Task item:
Before copying, set the pictures aside; then repeat every line below verbatim.

Dataset section:
━━━━━━━━━━━━━━━━━━━━

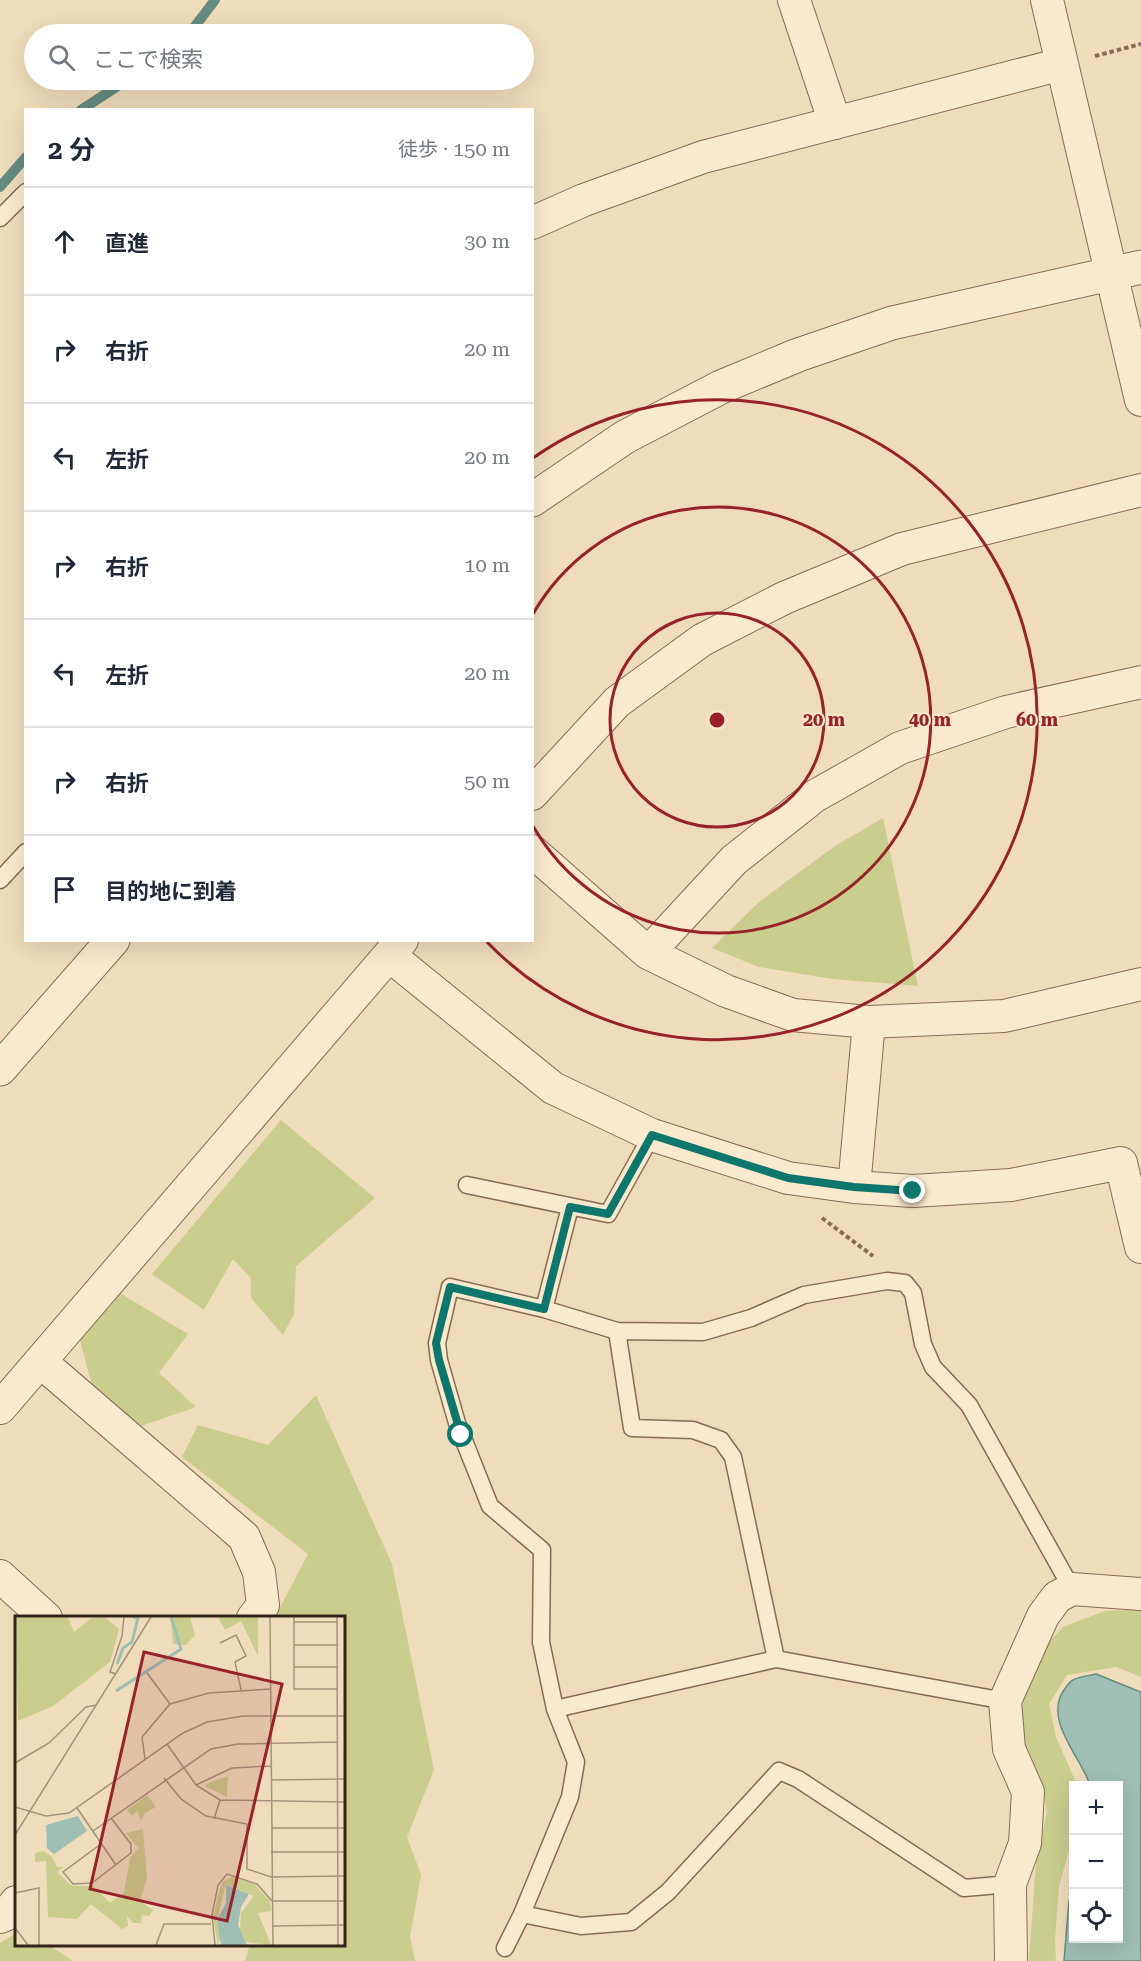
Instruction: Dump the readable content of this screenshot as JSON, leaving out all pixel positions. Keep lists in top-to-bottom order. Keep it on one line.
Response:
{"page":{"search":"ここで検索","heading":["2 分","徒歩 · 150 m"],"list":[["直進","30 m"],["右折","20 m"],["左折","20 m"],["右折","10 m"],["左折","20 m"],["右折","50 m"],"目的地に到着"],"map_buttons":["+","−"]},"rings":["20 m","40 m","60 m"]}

━━━━━━━━━━━━━━━━━━━━

Task solution:
Instruction: Dump the readable content of this screenshot as JSON, leaving out all pixel positions. Keep lists in top-to-bottom order. Keep it on one line.
Response:
{"page":{"search":"ここで検索","heading":["2 分","徒歩 · 150 m"],"list":[["直進","30 m"],["右折","20 m"],["左折","20 m"],["右折","10 m"],["左折","20 m"],["右折","50 m"],"目的地に到着"],"map_buttons":["+","−"]},"rings":["20 m","40 m","60 m"]}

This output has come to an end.